La censure plane sur les nus et les crucifix
Lundi 5 mars 2007


La pétition contre le côté commercial du projet est inaccessible depuis les Emirats.
Par Vincent NOCE
QUOTIDIEN : lundi 5 mars 2007

Présage funeste pour le Louvre à Abou Dhabi ? Le site Latribunedelart.com, sur lequel est inscrite la pétition hostile au projet, est censuré par les Emirats. Didier Rykner, responsable de la tribune, l'affirme. Libération en a obtenu confirmation par trois personnes qui se trouvaient dans le royaume à des périodes différentes ces dernières semaines. La première a vu une page «fermée pour raisons de sécurité». La dernière n'a tout simplement rien pu obtenir. La Tribune de l'art précise avoir demandé «des explications» au ministre de la Culture. La pétition a recueilli, dans les milieux culturels, la signature de quelque 4 600 personnes dénonçant le caractère commercial du projet.

La question de la censure, celle pouvant peser sur les expositions sous l'enseigne «Louvre», a jusqu'ici été minimisée. Au ministère de la Culture, on souligne que ce «régime est l'un des rares acceptables du Moyen-Orient». «Qu'un pays arabe demande à se confronter à la culture occidentale est une chance à saisir», plaide un conservateur. Mais le souhaite-t-il, et jusqu'à quel point ? «Dans les négociations, les Emirats n'ont jamais demandé la moindre censure sur les oeuvres d'art», indique le gouvernement.
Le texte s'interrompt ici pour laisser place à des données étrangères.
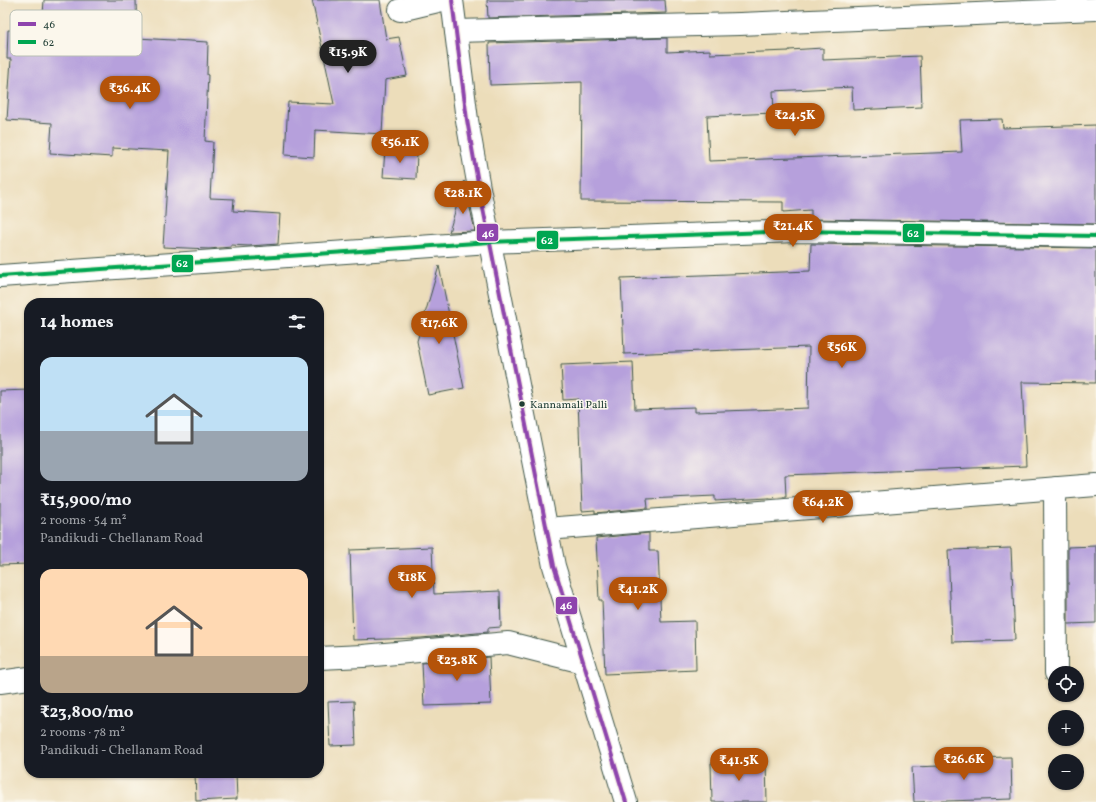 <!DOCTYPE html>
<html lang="en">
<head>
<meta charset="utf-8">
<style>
  body { margin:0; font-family:Vollkorn,serif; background:#242831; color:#f1f3f6; height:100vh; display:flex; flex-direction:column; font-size:15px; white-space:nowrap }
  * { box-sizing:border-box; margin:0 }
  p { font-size:13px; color:#9ea1a6 }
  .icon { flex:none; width:22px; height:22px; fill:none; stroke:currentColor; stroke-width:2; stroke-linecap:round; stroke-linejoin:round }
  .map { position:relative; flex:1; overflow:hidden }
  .details { position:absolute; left:24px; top:298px; width:300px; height:480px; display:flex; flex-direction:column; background:#171b24; border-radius:16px; box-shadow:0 1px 3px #0004 }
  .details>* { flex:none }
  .buttons { position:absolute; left:1048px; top:666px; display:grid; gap:8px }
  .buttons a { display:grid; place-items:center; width:36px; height:36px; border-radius:50%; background:#171b24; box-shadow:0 1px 3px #0004; font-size:20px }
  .price { position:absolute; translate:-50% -34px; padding:0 9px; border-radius:14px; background:#b45309; color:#fff; font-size:13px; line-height:26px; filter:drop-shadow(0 1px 2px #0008) }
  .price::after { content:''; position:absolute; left:50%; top:24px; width:12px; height:9px; margin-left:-6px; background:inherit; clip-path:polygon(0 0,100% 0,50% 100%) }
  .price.on { background:#222; color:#fff }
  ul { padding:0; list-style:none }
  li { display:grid; align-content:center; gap:8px; height:212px; padding:0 16px }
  li span { display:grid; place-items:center; height:124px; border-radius:12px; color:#555 }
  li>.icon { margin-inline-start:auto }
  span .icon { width:72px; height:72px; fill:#fffc; stroke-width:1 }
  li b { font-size:17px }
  h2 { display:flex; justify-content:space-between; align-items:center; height:48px; padding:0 16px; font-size:17px }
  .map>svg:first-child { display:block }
  .building { fill:#b6a0dc }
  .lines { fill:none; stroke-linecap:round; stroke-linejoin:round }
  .minor-casing { stroke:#3e5548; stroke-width:24 }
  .major-casing { stroke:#3e5548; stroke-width:24 }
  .minor { stroke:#fff; stroke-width:22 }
  .major { stroke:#fff; stroke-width:22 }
  .bus-1-casing { stroke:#fbf7ec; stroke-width:7 }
  .bus-2-casing { stroke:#fbf7ec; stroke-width:7 }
  .bus-1 { stroke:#8e44ad; stroke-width:4 }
  .bus-2 { stroke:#00a651; stroke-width:4 }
  .bus-dot { fill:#1f3d34; stroke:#fbf7ec; stroke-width:1.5 }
  .labels { text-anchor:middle; stroke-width:3; stroke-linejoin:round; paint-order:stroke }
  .bus-label { font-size:11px; fill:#1f3d34; stroke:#fbf7ec; text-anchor:start }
  .key { fill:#fbf7ec; stroke:#b9bfb5; stroke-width:1 }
  .key-label { font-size:11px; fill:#1f3d34 }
  .line-badge { stroke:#fbf7ec; stroke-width:1.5 }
  .badge-label { font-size:11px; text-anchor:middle; font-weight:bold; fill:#fff }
</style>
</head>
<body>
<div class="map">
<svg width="1096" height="802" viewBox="0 0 1096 802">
  <rect width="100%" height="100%" fill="#fbf7ec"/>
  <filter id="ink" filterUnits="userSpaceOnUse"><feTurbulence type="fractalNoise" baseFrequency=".025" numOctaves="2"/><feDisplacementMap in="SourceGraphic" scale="8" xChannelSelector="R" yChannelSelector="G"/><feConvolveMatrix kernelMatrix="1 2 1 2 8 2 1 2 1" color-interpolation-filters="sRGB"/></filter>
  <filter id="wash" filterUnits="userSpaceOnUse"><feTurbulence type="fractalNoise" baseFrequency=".012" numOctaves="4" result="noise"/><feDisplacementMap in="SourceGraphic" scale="16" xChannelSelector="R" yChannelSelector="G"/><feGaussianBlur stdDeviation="0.9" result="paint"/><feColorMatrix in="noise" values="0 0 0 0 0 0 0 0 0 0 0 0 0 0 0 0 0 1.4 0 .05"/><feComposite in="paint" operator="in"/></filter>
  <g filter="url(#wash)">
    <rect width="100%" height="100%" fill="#ecddba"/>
    <g id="blocks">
      <!-- building -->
      <path class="building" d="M44 0H136L137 38 208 42 207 75H208L205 141 213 142 210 198 234 199 233 211 280 214 278 244 249 246 231 245V247L209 249 163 247 169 151 112 148V157L50 153 52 123 7 120 11 59H7L8 30 42 31Z
        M312 0H380L386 39 399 37 407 76 385 80 382 134 315 130 314 157 285 155 288 102 334 104Z
        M487 0H665L666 13 488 18Z
        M667 38V52L710 50V54L789 51V50L823 48V60L920 56 922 107 853 110 852 87 773 91 774 113 707 116 709 161 962 152 960 120 1002 119 1003 128 1096 125V224L811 219V210L783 212V202L581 201 582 82 490 85 489 43Z
        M385 149 417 151 416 179 383 177Z
        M464 181 475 231 449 232Z
        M811 244 1096 248V383L1022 382 1026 466 785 475 786 497 715 501V496L647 499 648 508 595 513V510L582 511 578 399 563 400 561 365 633 362 635 409 695 407V412L808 408 809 347 624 354 621 278 810 271Z
        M439 266 464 388 428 395 417 341Z
        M29 390V564L0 565V391Z
        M649 533V551H658L661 622 695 621 696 670 605 674 602 600H599L596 538Z
        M1096 546V623L1068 624V547Z
        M432 547 434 594 500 591 501 627 488 628V632L421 638 353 640 350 550Z
        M1011 548 1015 640 952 642 948 550Z
        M489 657 491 704 424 706 422 663Z
        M354 701 356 745 330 746 328 702Z
        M1011 757 1012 799 914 802 912 767 968 765V758Z
        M766 761 767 802H712L711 763Z
        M195 773H236L237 799 196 801Z"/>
    </g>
  </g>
  <g filter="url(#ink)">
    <use href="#blocks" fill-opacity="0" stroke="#3e5548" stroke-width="1"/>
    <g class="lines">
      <!-- minor casing -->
      <g class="minor-casing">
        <path id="minor" d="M400 10 442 0
          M456 31 740 24 1096 9
          M0 276 490 242 796 231 1096 236
          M1055 488 1056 673
          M547 529 1096 485
          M319 658 363 656 508 643 583 662
          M0 682 29 678"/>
      </g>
      <!-- major casing -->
      <g class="major-casing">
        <path id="major" d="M452 0 467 120 479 188 554 566 626 802"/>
      </g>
      <!-- minor -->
      <use href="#minor" class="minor"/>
      <!-- major -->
      <use href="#major" class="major"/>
      <!-- bus-1 casing -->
      <g class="bus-1-casing">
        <path id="bus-1" d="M452 0 467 120 479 188 554 566 626 802"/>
      </g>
      <!-- bus-2 casing -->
      <g class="bus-2-casing">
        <path id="bus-2" d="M0 276 490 242 796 231 1096 236"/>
      </g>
      <!-- bus-1 -->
      <use href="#bus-1" class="bus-1"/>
      <!-- bus-2 -->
      <use href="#bus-2" class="bus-2"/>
    </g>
  </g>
  <!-- markers -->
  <circle class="bus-dot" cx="522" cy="404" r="3.5"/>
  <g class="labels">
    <!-- bus labels -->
    <g class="bus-label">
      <text x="530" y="408">Kannamali Palli</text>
    </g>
  </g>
  <!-- legend -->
  <rect x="10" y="10" width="132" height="46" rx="6" class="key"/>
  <rect x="18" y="22" width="18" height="4" fill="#8e44ad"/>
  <rect x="18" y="40" width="18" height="4" fill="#00a651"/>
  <g class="key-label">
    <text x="43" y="28">46</text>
    <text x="43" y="46">62</text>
  </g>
  <g class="line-badge">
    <rect x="476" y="223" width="23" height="19" rx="4" fill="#8e44ad"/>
    <rect x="902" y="223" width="23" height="20" rx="4" fill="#00a651"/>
    <rect x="536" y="230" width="23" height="20" rx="4" fill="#00a651"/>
    <rect x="171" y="254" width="23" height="19" rx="4" fill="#00a651"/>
    <rect x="555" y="596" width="23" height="19" rx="4" fill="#8e44ad"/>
  </g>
  <g class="badge-label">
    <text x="488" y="237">46</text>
    <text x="913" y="237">62</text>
    <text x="547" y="244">62</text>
    <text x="182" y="267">62</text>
    <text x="566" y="609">46</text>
  </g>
</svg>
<div class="buttons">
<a><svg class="icon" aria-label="locate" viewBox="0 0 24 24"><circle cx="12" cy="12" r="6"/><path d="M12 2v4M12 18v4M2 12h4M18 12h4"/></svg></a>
<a>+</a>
<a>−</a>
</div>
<b class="price on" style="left:348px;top:74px">₹15.9K</b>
<b class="price" style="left:130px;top:110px">₹36.4K</b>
<b class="price" style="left:795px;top:137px">₹24.5K</b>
<b class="price" style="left:400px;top:164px">₹56.1K</b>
<b class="price" style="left:463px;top:215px">₹28.1K</b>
<b class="price" style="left:793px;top:248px">₹21.4K</b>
<b class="price" style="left:439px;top:345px">₹17.6K</b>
<b class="price" style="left:842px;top:369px">₹56K</b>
<b class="price" style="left:823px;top:524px">₹64.2K</b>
<b class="price" style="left:412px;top:599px">₹18K</b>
<b class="price" style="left:638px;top:611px">₹41.2K</b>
<b class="price" style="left:457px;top:682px">₹23.8K</b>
<b class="price" style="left:964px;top:781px">₹26.6K</b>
<b class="price" style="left:739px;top:782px">₹41.5K</b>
<section class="details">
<h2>14 homes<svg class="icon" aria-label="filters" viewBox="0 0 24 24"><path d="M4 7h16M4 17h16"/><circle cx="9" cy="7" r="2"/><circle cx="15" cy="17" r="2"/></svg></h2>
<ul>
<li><span style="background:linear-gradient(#bfe0f5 60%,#9aa5b1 0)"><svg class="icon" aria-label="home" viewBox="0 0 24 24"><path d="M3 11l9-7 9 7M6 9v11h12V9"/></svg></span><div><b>₹15,900/mo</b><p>2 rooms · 54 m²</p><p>Pandikudi - Chellanam Road</p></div></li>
<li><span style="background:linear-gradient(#ffd9b3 70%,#b9a48a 0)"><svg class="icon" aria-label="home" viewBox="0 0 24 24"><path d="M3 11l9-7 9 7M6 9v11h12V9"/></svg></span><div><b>₹23,800/mo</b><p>2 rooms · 78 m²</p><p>Pandikudi - Chellanam Road</p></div></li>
</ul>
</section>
</div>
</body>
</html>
Mais la France a précédé le mouvement, en faisant valoir qu'elle se tiendrait à une réserve de bon aloi, qui exclurait par exemple les crucifixions. La lecture du gothique rhénan, de la Renaissance italienne ou de la peinture française du XVIIe, risque d'être un peu difficile...

En réalité, le gouvernement est le premier à reconnaître l'existence de la «censure» frappant les «journaux et les cassettes» aux Emirats, si l'on se réfère aux «conseils aux voyageurs» sur le site de l'ambassade de France (1). Certes, Abou Dhabi reste un havre où le voyageur peut boire de l'alcool, jouer à la roulette et se lier à d'avenantes «touristes» russes, qui ne sont pas astreintes au port du voile.

Néanmoins, rappelle l'ambassade, «même si elle est appliquée de manière moins rigoureuse qu'en Arabie Saoudite, la charia [loi islamique, ndlr] demeure la référence de base du droit civil et pénal». Sur la plage, entre la partie de golf et la (future) visite au Louvre, «il est formellement déconseillé de se mettre en bikini». Les atteintes aux bonnes moeurs, qui commencent par le geste déplacé, sont «très sévèrement réprimées» . Les conservateurs devraient éviter de venir avec leur fiancé(e) : «Les relations sexuelles hors mariage sont interdites. L'homosexualité est un délit.» Au détour d'un paragraphe, on apprend aussi que toute image «représentant des personnes nues est prohibée» . Les Académies de l'atelier de David attendront... Heureusement, Monet a peint des nénuphars.